- _What is needed_: Only text belongs in your copy of the listing below; reproduce it exactly and leave out the pictures.

- _Data section_:
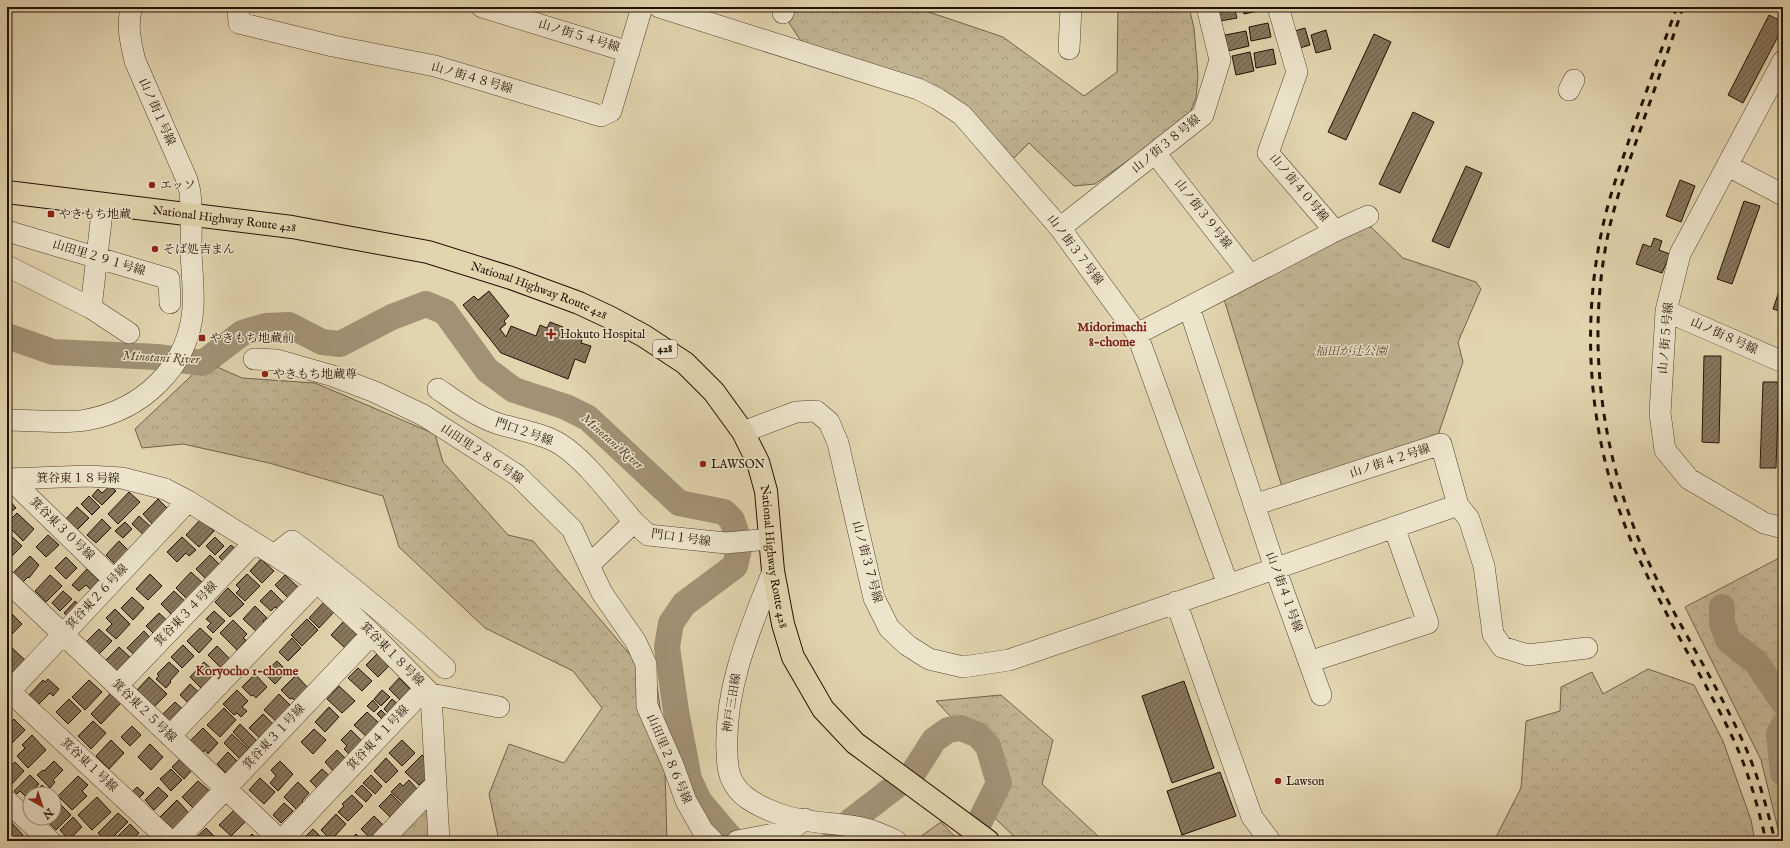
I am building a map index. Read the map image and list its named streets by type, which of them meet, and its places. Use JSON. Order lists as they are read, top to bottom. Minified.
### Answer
{"streets":{"highway":["National Highway Route 428","428"],"street":["山ノ街５４号線","山ノ街４８号線","山ノ街１号線","山ノ街３８号線","山ノ街４０号線","山ノ街３９号線","山ノ街３７号線","山田里２９１号線","山ノ街８号線","山ノ街５号線","門口２号線","山田里２８６号線","山ノ街４２号線","箕谷東１８号線","箕谷東３０号線","門口１号線","山ノ街４１号線","箕谷東２６号線","箕谷東３４号線","神戸三田線","箕谷東２５号線","箕谷東３１号線","箕谷東４１号線","箕谷東１号線"]},"crossings":[["山ノ街５４号線","山ノ街４８号線"],["山ノ街１号線","National Highway Route 428"],["山ノ街３８号線","山ノ街３９号線"],["山ノ街３８号線","山ノ街３７号線"],["山ノ街４０号線","山ノ街３９号線"],["山ノ街４０号線","山ノ街３７号線"],["山ノ街４０号線","山ノ街４１号線"],["National Highway Route 428","山ノ街３７号線"],["National Highway Route 428","門口１号線"],["National Highway Route 428","神戸三田線"],["山ノ街３７号線","山ノ街４１号線"],["山ノ街８号線","山ノ街５号線"],["門口２号線","門口１号線"],["山ノ街４２号線","山ノ街４１号線"],["箕谷東１８号線","箕谷東３０号線"],["箕谷東１８号線","箕谷東２６号線"],["箕谷東１８号線","箕谷東３４号線"],["箕谷東１８号線","箕谷東３１号線"],["箕谷東１８号線","箕谷東４１号線"],["箕谷東３０号線","箕谷東２６号線"],["箕谷東２６号線","箕谷東２５号線"],["箕谷東２６号線","箕谷東１号線"],["箕谷東３４号線","箕谷東２５号線"],["箕谷東２５号線","箕谷東３１号線"],["箕谷東２５号線","箕谷東４１号線"]],"districts":["Midorimachi 8-chome","Koryocho 1-chome"],"water":["Minotani River"],"parks":["福田が辻公園"],"places":{"other":["エッソ","そば処吉まん","やきもち地蔵尊","LAWSON","Lawson"],"transit":["やきもち地蔵","やきもち地蔵前"],"health":["Hokuto Hospital"]},"north":"bottom right"}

- _Result of the exercise_:
I am building a map index. Read the map image and list its named streets by type, which of them meet, and its places. Use JSON. Order lists as they are read, top to bottom. Minified.
### Answer
{"streets":{"highway":["National Highway Route 428","428"],"street":["山ノ街５４号線","山ノ街４８号線","山ノ街１号線","山ノ街３８号線","山ノ街４０号線","山ノ街３９号線","山ノ街３７号線","山田里２９１号線","山ノ街８号線","山ノ街５号線","門口２号線","山田里２８６号線","山ノ街４２号線","箕谷東１８号線","箕谷東３０号線","門口１号線","山ノ街４１号線","箕谷東２６号線","箕谷東３４号線","神戸三田線","箕谷東２５号線","箕谷東３１号線","箕谷東４１号線","箕谷東１号線"]},"crossings":[["山ノ街５４号線","山ノ街４８号線"],["山ノ街１号線","National Highway Route 428"],["山ノ街３８号線","山ノ街３９号線"],["山ノ街３８号線","山ノ街３７号線"],["山ノ街４０号線","山ノ街３９号線"],["山ノ街４０号線","山ノ街３７号線"],["山ノ街４０号線","山ノ街４１号線"],["National Highway Route 428","山ノ街３７号線"],["National Highway Route 428","門口１号線"],["National Highway Route 428","神戸三田線"],["山ノ街３７号線","山ノ街４１号線"],["山ノ街８号線","山ノ街５号線"],["門口２号線","門口１号線"],["山ノ街４２号線","山ノ街４１号線"],["箕谷東１８号線","箕谷東３０号線"],["箕谷東１８号線","箕谷東２６号線"],["箕谷東１８号線","箕谷東３４号線"],["箕谷東１８号線","箕谷東３１号線"],["箕谷東１８号線","箕谷東４１号線"],["箕谷東３０号線","箕谷東２６号線"],["箕谷東２６号線","箕谷東２５号線"],["箕谷東２６号線","箕谷東１号線"],["箕谷東３４号線","箕谷東２５号線"],["箕谷東２５号線","箕谷東３１号線"],["箕谷東２５号線","箕谷東４１号線"]],"districts":["Midorimachi 8-chome","Koryocho 1-chome"],"water":["Minotani River"],"parks":["福田が辻公園"],"places":{"other":["エッソ","そば処吉まん","やきもち地蔵尊","LAWSON","Lawson"],"transit":["やきもち地蔵","やきもち地蔵前"],"health":["Hokuto Hospital"]},"north":"bottom right"}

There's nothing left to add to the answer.